Give the entries again exactly, every one of them.

[[ Input material, beginning ]]

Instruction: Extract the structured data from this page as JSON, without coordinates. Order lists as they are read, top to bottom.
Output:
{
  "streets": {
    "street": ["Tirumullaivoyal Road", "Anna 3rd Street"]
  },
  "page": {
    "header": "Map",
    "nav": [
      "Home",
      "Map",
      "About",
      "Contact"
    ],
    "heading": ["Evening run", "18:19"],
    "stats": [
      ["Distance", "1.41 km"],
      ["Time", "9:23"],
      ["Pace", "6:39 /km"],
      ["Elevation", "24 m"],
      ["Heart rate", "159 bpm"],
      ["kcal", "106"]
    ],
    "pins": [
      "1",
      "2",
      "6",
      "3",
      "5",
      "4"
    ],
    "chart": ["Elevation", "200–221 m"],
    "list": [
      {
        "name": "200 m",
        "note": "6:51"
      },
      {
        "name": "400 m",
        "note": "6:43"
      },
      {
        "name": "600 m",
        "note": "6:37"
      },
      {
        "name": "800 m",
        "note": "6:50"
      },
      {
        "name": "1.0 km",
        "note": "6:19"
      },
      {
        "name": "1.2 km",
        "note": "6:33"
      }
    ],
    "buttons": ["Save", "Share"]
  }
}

[[ Input material, end ]]

> Final answer:
Instruction: Extract the structured data from this page as JSON, without coordinates. Order lists as they are read, top to bottom.
Output:
{
  "streets": {
    "street": ["Tirumullaivoyal Road", "Anna 3rd Street"]
  },
  "page": {
    "header": "Map",
    "nav": [
      "Home",
      "Map",
      "About",
      "Contact"
    ],
    "heading": ["Evening run", "18:19"],
    "stats": [
      ["Distance", "1.41 km"],
      ["Time", "9:23"],
      ["Pace", "6:39 /km"],
      ["Elevation", "24 m"],
      ["Heart rate", "159 bpm"],
      ["kcal", "106"]
    ],
    "pins": [
      "1",
      "2",
      "6",
      "3",
      "5",
      "4"
    ],
    "chart": ["Elevation", "200–221 m"],
    "list": [
      {
        "name": "200 m",
        "note": "6:51"
      },
      {
        "name": "400 m",
        "note": "6:43"
      },
      {
        "name": "600 m",
        "note": "6:37"
      },
      {
        "name": "800 m",
        "note": "6:50"
      },
      {
        "name": "1.0 km",
        "note": "6:19"
      },
      {
        "name": "1.2 km",
        "note": "6:33"
      }
    ],
    "buttons": ["Save", "Share"]
  }
}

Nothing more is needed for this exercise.